HOW TO COMPLETE THIS TASK.
Copy the lines below verbatim, but only from the line containing "for (const [x, y, w]" through the end of the data.

****

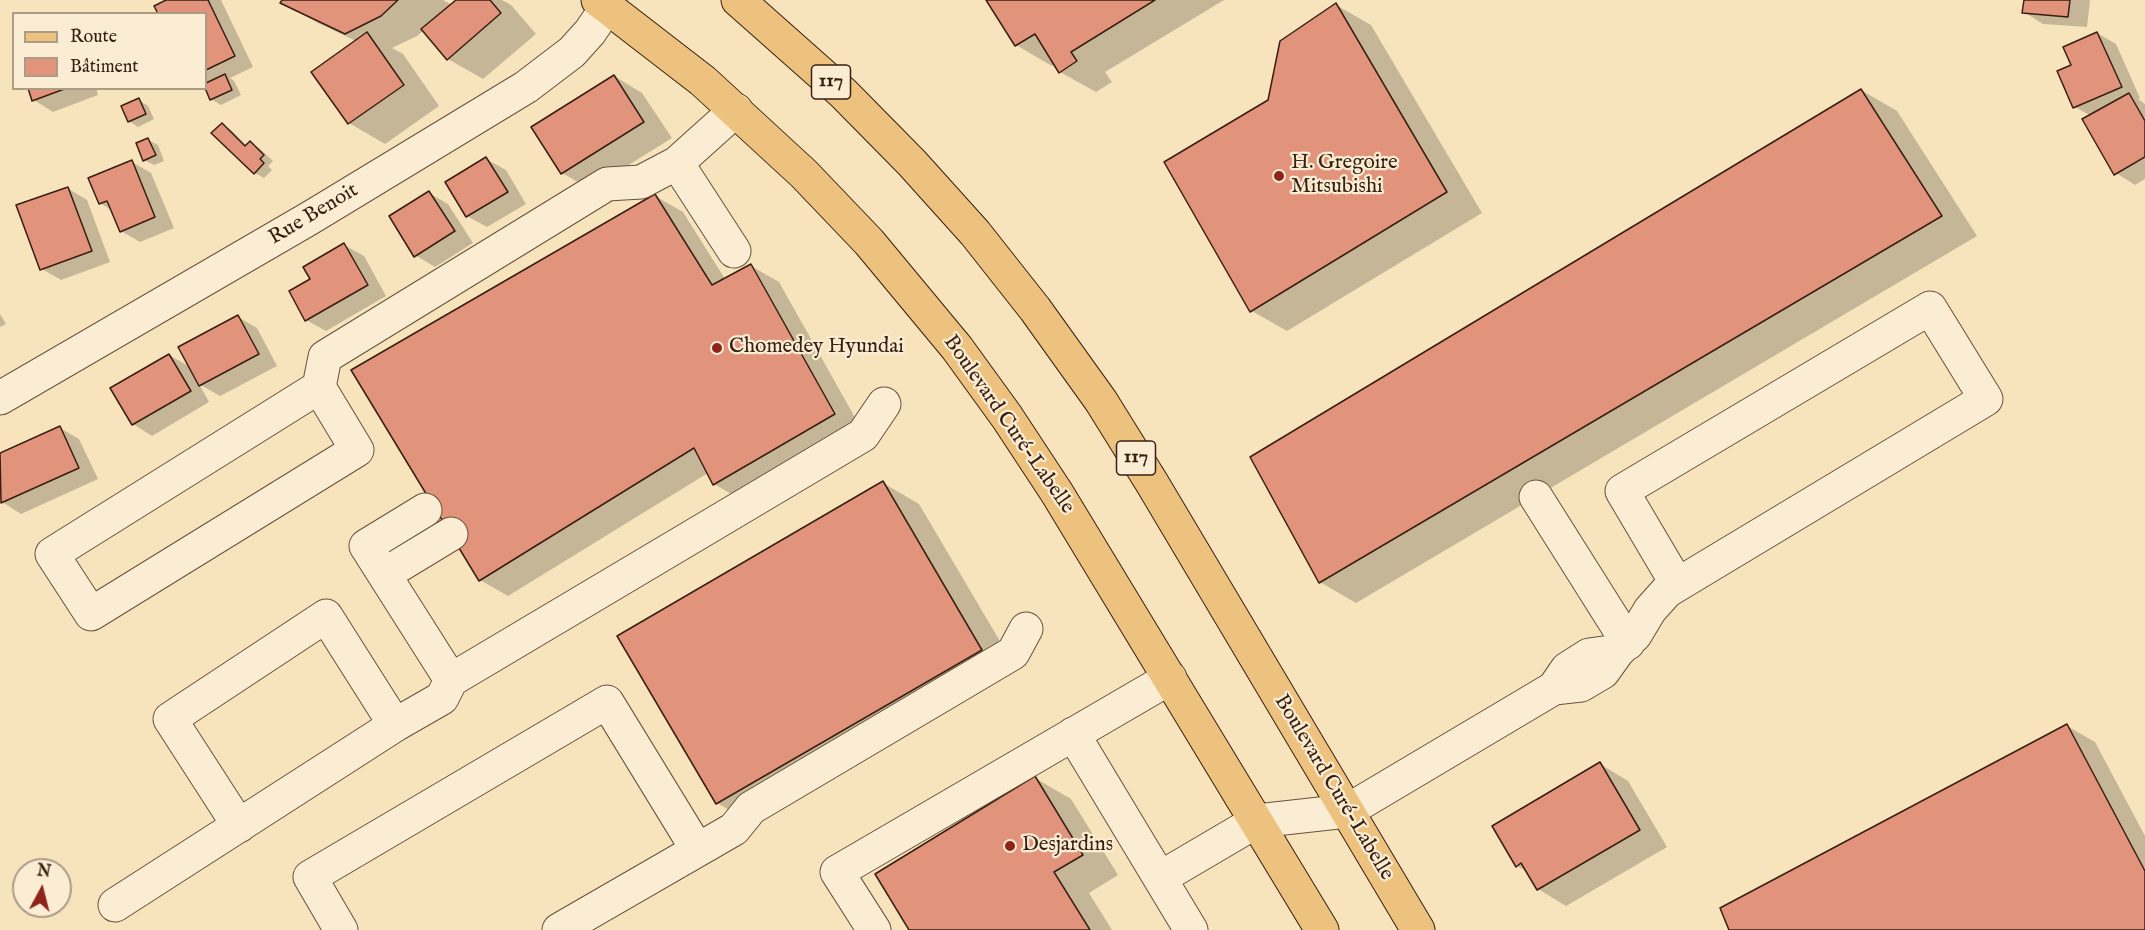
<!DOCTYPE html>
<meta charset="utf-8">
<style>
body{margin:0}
#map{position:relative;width:2145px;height:930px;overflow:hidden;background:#f7e4bd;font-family:"IM FELL English",serif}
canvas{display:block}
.legend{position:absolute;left:12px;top:12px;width:195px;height:78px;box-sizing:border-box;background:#faedd4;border:2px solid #ac9b86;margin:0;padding:8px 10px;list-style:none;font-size:18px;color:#381f11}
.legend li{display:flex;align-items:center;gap:12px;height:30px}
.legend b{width:30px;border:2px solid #ac9b86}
.north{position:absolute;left:12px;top:858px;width:60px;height:60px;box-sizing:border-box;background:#faedd4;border:2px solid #ac9b86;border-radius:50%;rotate:7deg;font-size:16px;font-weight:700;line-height:24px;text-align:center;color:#381f11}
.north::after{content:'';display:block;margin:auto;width:21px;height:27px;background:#8f2418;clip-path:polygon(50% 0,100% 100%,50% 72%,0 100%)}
</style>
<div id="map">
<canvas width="2145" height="930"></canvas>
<ul class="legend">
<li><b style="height:8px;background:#ecc27e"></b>Route</li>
<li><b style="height:16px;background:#e1937b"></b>Bâtiment</li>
</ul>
<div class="north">N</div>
</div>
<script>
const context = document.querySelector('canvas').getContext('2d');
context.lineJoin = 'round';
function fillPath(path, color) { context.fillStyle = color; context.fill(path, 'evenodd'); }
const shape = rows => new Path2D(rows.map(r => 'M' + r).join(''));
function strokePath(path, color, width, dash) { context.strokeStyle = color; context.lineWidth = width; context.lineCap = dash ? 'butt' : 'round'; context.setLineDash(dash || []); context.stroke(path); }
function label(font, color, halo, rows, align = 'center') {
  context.font = font + ' "IM FELL English",serif'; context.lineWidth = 4.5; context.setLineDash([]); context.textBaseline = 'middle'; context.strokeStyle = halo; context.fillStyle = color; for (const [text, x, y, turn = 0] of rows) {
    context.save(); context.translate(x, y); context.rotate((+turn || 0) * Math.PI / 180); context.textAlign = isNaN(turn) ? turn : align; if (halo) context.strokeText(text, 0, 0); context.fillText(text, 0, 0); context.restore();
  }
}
fillPath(shape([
 [170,0,221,0,253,67,230,78,234,81,241,95,221,105,211,99,206,87,206,14],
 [283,0,443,0,452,5,458,0,502,0,511,5,536,34,483,79,448,59,424,30,417,36,392,48,403,54,439,106,385,144,349,123,356,41,318,23,282,2],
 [988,0,1224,0,1105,72,1112,82,1096,92,1060,72,1055,64,1052,66,1016,45],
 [2025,0,2090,0,2087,27,2043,24,2024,12],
 [1336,5,1371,25,1482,213,1287,331,1252,311,1269,101],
 [2097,33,2116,44,2140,98,2138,99,2145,104,2145,179,2135,185,2116,173,2091,116,2075,107,2073,66],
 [614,76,642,93,672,138,590,189,562,173],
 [29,88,96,88,98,95,53,112,34,100],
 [1861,90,1897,111,1977,236,1356,603,1320,582],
 [139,100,148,106,154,119,138,127,129,121],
 [222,125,231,130,247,146,250,143,259,148,273,161,268,166,272,170,264,178,255,173],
 [148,140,158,145,164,161,154,165,144,160],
 [486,159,506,170,526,204,487,227,467,216,447,183],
 [132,162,151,173,174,228,140,242,121,231,113,211,100,203],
 [67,188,87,200,110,262,61,280,42,269],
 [429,193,448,204,473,243,435,267,415,255],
 [655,196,683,212,725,279,751,266,779,282,862,430,743,501,714,484,708,473,508,596,480,580],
 [344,245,364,256,386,296,326,331,306,320,312,279],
 [0,314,6,324,0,327],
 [238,317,257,328,277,366,220,396,199,384,209,402,152,436,133,424,169,355,192,368],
 [60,428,79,439,98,479,21,514,2,502,0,499,0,455],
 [883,483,919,504,1017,670,753,824,717,803],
 [2067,726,2095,742,2145,836,2145,930,1731,930],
 [1600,764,1628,781,1667,847,1566,906,1538,889,1528,872,1517,866],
 [1035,778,1071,799,1118,875,1089,893,1112,930,911,930]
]), '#0003');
const building = shape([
 [166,0,208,0,235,56,206,70,206,14,158,14,154,6,166,0],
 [282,0,398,0,381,16,345,34,280,3,282,0],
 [456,0,490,0,501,13,447,60,421,29,456,0],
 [986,0,1155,0,1071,52,1077,61,1059,73,1035,34,1015,46,986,0],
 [2024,0,2070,0,2068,17,2022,13,2024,0],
 [1336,3,1447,192,1250,312,1164,162,1268,100,1280,41,1336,3],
 [367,32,404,85,348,124,311,72,367,32],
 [2097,32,2122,87,2073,108,2057,71,2071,65,2063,47,2097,32],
 [225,74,232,90,210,100,205,88,206,83,225,74],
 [614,75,644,122,561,174,531,127,614,75],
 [28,88,67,88,32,101,28,88],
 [1861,89,1942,216,1319,583,1250,457,1861,89],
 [2129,93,2145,121,2145,157,2114,175,2082,119,2129,93],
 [139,98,146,114,128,122,121,106,139,98],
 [222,123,245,146,250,141,264,155,260,159,264,163,254,174,211,133,222,123],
 [148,138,156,155,143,161,136,143,148,138],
 [486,157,508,192,466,217,445,182,486,157],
 [132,160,155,217,120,232,107,201,99,204,88,178,132,160],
 [68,187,92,251,40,270,16,205,68,187],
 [429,191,455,231,414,257,389,216,429,191],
 [655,194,712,285,751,264,835,414,713,485,694,448,479,581,351,370,655,194],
 [344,243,368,285,305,321,289,291,310,279,303,267,344,243],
 [238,315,259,354,199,386,178,347,238,315],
 [169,354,191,391,132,425,110,388,169,354],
 [60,426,79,468,1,503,0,453,60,426],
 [883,481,982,650,716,804,617,636,883,481],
 [2067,724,2145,871,2145,930,1729,930,1720,908,2067,724],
 [1600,762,1640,830,1537,890,1521,863,1516,867,1492,826,1600,762],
 [1035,776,1083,855,1054,872,1090,930,909,930,875,874,1035,776]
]);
fillPath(building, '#e1937b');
strokePath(building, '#381f11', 1.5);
const minor = shape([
 [734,251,677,163,736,110],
 [319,387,52,554,91,614,357,450,319,387,325,357,607,184,641,182,677,163],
 [0,398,310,218,526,87,572,52,590,32,607,7],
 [1536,497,1628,643],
 [425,510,366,546,451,680],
 [385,574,451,534],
 [1618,651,1635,635,1650,610,1667,591,1986,399,1930,308,1622,491,1677,584],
 [1073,734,1191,930],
 [239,826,170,719,326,616,395,725],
 [1160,878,1257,821,1347,811,1554,688,1581,685,1603,672,1618,651,1589,655,1567,669,1554,688],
 [115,905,395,725,442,698,451,680,863,435,884,404],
 [341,930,310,877,607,702,697,849],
 [559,930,734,829,751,808,1013,653,1026,629],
 [874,930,837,872,1170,678]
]);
const major = shape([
 [598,0,703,81,804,174,869,242,957,348,1007,417,1057,493,1322,930],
 [738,0,843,93,912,163,975,233,1035,309,1101,401,1152,483,1418,930]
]);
strokePath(minor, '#68503c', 35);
strokePath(major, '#381f11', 35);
strokePath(minor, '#faedd4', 33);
strokePath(major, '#ecc27e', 33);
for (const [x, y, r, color] of [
 [1279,176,6,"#8f2418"],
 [717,348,6,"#8f2418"],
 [1010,846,6,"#8f2418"]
]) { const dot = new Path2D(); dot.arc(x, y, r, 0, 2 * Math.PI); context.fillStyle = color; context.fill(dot); strokePath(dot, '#faedd4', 2); }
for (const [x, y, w] of [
 [831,82,39],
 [1136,458,39]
]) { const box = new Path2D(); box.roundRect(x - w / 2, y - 17, w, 34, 4.5); context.fillStyle = '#faedd4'; context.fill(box); strokePath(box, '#381f11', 1.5); }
label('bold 20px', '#381f11', null, [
 ["117",831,82],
 ["117",1136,458]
]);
label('21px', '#381f11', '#faedd4', [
 ["H. Gregoire",1291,164],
 ["Mitsubishi",1291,188],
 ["Chomedey Hyundai",729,348],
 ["Desjardins",1022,846]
], 'left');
label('21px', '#381f11', '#faedd4', [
 ["Rue Benoit",314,215,-31],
 ["Boulevard Curé-Labelle",1008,425,55],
 ["Boulevard Curé-Labelle",1333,788,59]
]);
</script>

****

SOLUTION FOR THIS PROBLEM.
for (const [x, y, w] of [
 [831,82,39],
 [1136,458,39]
]) { const box = new Path2D(); box.roundRect(x - w / 2, y - 17, w, 34, 4.5); context.fillStyle = '#faedd4'; context.fill(box); strokePath(box, '#381f11', 1.5); }
label('bold 20px', '#381f11', null, [
 ["117",831,82],
 ["117",1136,458]
]);
label('21px', '#381f11', '#faedd4', [
 ["H. Gregoire",1291,164],
 ["Mitsubishi",1291,188],
 ["Chomedey Hyundai",729,348],
 ["Desjardins",1022,846]
], 'left');
label('21px', '#381f11', '#faedd4', [
 ["Rue Benoit",314,215,-31],
 ["Boulevard Curé-Labelle",1008,425,55],
 ["Boulevard Curé-Labelle",1333,788,59]
]);
</script>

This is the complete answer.